Exercise brief: Output exactly what appears from the line containing "Annotation task. Describe" to the end of the data below, and nothing more.

Start of Data supplied

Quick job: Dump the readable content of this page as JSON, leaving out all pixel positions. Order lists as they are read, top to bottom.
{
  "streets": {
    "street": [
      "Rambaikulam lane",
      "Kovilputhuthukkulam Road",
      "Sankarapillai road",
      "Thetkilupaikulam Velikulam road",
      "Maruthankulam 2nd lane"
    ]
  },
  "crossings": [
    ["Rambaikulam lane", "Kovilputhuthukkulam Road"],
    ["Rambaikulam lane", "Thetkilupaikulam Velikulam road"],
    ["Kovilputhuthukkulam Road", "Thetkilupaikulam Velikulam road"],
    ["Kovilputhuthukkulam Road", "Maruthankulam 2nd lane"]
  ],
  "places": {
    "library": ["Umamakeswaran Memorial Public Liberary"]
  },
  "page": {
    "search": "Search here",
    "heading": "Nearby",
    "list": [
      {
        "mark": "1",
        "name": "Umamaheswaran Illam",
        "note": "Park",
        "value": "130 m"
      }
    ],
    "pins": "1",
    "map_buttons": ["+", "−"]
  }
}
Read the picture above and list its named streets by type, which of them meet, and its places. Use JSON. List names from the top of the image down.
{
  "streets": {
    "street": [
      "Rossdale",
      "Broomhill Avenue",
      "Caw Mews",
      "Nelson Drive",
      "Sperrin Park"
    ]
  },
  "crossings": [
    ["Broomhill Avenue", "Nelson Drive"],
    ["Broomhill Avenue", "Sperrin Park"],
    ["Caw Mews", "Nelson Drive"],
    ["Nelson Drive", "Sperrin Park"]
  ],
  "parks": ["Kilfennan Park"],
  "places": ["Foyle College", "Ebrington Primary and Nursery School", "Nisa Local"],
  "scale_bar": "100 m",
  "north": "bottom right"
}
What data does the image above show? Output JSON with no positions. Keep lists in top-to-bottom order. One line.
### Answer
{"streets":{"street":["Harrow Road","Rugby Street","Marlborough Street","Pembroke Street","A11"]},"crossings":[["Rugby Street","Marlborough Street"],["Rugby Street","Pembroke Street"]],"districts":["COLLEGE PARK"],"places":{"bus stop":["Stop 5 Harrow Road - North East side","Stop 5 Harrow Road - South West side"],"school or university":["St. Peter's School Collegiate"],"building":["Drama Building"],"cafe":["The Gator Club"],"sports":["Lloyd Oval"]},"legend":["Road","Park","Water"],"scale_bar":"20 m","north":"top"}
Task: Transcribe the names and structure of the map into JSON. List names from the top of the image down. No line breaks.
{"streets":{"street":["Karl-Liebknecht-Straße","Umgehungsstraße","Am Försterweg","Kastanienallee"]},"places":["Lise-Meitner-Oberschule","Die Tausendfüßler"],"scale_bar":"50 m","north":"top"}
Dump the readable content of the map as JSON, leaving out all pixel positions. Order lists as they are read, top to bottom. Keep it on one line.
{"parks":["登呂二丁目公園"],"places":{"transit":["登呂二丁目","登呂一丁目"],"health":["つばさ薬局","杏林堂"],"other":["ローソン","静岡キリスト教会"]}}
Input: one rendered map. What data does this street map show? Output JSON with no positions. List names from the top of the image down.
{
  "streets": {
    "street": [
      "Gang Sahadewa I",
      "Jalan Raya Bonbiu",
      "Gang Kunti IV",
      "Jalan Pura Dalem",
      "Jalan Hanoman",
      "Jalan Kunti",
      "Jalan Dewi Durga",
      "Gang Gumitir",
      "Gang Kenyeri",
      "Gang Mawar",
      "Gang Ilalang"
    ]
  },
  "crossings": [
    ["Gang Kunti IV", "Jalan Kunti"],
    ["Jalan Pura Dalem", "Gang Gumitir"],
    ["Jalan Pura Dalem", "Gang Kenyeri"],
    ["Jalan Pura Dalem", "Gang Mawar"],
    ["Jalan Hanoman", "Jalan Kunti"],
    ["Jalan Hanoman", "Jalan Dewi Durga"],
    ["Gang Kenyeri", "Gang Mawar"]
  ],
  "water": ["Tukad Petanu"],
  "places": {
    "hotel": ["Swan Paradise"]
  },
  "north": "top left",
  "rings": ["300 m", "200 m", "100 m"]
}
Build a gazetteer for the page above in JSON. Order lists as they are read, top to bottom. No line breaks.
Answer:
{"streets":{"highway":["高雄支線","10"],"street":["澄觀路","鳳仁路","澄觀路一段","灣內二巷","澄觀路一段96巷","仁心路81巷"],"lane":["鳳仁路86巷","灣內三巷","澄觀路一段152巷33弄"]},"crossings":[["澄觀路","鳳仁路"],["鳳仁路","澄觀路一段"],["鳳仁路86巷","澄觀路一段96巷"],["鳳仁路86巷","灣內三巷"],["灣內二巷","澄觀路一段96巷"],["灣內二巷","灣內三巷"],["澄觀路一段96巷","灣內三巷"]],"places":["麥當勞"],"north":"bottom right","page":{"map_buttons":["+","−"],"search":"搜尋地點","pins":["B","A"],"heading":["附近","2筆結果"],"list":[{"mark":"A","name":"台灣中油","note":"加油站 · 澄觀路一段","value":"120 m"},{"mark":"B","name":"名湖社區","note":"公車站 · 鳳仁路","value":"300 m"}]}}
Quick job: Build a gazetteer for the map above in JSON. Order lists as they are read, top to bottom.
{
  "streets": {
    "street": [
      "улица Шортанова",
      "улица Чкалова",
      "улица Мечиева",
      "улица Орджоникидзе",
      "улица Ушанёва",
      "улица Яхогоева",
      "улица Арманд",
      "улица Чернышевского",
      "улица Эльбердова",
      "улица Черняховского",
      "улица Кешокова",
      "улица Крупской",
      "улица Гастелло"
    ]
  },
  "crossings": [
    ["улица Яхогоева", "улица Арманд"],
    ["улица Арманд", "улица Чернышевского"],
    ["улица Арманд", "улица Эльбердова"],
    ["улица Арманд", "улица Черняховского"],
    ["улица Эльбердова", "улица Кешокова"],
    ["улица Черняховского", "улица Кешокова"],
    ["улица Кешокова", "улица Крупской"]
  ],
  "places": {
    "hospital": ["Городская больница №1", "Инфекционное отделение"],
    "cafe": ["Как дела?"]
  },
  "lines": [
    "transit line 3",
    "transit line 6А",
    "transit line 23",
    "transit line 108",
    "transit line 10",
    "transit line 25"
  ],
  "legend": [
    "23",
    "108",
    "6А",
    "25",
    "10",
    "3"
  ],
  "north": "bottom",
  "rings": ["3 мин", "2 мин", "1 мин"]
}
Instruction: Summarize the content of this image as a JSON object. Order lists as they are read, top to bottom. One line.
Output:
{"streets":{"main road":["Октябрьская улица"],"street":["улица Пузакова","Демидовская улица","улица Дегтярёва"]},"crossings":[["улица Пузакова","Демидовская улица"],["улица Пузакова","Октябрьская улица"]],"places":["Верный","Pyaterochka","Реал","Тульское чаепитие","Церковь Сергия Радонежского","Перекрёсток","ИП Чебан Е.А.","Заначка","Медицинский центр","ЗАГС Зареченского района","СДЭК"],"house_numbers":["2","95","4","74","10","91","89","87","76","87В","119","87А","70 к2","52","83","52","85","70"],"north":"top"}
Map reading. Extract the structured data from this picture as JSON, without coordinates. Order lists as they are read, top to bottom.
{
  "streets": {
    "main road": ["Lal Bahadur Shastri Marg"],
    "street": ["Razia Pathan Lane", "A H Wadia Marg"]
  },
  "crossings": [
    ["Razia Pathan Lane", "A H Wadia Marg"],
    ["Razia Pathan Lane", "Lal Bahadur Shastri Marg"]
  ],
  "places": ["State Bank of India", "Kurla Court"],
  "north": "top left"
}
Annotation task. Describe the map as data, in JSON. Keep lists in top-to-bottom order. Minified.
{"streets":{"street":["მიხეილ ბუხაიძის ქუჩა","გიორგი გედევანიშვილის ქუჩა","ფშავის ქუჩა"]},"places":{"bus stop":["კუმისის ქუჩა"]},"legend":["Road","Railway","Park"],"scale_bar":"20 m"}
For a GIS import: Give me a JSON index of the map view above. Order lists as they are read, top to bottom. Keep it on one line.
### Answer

End of Data supplied

Solution:
Annotation task. Describe the map as data, in JSON. Keep lists in top-to-bottom order. Minified.
{"streets":{"street":["მიხეილ ბუხაიძის ქუჩა","გიორგი გედევანიშვილის ქუჩა","ფშავის ქუჩა"]},"places":{"bus stop":["კუმისის ქუჩა"]},"legend":["Road","Railway","Park"],"scale_bar":"20 m"}
For a GIS import: Give me a JSON index of the map view above. Order lists as they are read, top to bottom. Keep it on one line.
### Answer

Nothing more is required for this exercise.